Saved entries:
=== Begin Enclosure ===

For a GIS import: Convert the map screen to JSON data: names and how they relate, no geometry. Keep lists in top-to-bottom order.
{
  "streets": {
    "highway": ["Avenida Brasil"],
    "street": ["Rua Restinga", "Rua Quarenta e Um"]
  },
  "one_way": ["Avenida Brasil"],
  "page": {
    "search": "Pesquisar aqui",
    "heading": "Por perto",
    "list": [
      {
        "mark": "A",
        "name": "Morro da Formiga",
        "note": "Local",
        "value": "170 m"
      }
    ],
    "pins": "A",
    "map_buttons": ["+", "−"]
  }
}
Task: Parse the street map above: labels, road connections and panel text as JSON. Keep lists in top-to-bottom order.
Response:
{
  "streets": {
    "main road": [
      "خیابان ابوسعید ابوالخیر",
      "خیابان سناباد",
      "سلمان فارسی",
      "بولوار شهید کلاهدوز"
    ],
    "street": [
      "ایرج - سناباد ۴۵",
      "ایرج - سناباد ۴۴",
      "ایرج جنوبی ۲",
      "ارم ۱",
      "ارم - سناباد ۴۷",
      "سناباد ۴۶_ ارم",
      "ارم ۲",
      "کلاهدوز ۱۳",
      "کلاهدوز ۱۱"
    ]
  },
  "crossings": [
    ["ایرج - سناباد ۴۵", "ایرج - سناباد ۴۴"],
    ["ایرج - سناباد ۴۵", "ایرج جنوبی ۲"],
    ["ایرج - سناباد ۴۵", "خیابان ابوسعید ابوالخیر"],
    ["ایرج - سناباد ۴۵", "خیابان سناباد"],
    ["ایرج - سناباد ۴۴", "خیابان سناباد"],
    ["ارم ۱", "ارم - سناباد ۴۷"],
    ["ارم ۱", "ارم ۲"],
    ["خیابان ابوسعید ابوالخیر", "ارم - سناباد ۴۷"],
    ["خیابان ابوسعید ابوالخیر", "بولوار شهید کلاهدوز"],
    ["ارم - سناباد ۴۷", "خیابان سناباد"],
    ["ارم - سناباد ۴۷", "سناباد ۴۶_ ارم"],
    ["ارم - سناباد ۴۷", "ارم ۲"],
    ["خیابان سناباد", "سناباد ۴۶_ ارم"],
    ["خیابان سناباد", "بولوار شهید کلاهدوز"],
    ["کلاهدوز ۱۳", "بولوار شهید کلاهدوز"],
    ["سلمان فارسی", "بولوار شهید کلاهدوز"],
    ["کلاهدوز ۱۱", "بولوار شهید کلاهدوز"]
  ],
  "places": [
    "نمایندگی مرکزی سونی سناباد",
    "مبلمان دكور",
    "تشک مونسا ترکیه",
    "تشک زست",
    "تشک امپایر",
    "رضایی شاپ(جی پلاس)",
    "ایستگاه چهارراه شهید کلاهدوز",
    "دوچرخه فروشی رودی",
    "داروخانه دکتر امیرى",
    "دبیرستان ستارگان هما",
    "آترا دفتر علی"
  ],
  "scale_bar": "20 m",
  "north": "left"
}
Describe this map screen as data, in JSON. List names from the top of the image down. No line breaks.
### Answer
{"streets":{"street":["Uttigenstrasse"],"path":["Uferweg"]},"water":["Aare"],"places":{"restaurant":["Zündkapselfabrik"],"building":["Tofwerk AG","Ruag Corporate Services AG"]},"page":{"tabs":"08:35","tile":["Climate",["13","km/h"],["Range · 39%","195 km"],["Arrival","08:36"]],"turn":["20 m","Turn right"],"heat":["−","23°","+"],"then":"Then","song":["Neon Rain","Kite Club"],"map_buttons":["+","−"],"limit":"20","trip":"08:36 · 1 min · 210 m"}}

=== End Enclosure ===

**What to do**
The word is "data". Copy every line above where it appears.

**Solution to this task**
For a GIS import: Convert the map screen to JSON data: names and how they relate, no geometry. Keep lists in top-to-bottom order.
Describe this map screen as data, in JSON. List names from the top of the image down. No line breaks.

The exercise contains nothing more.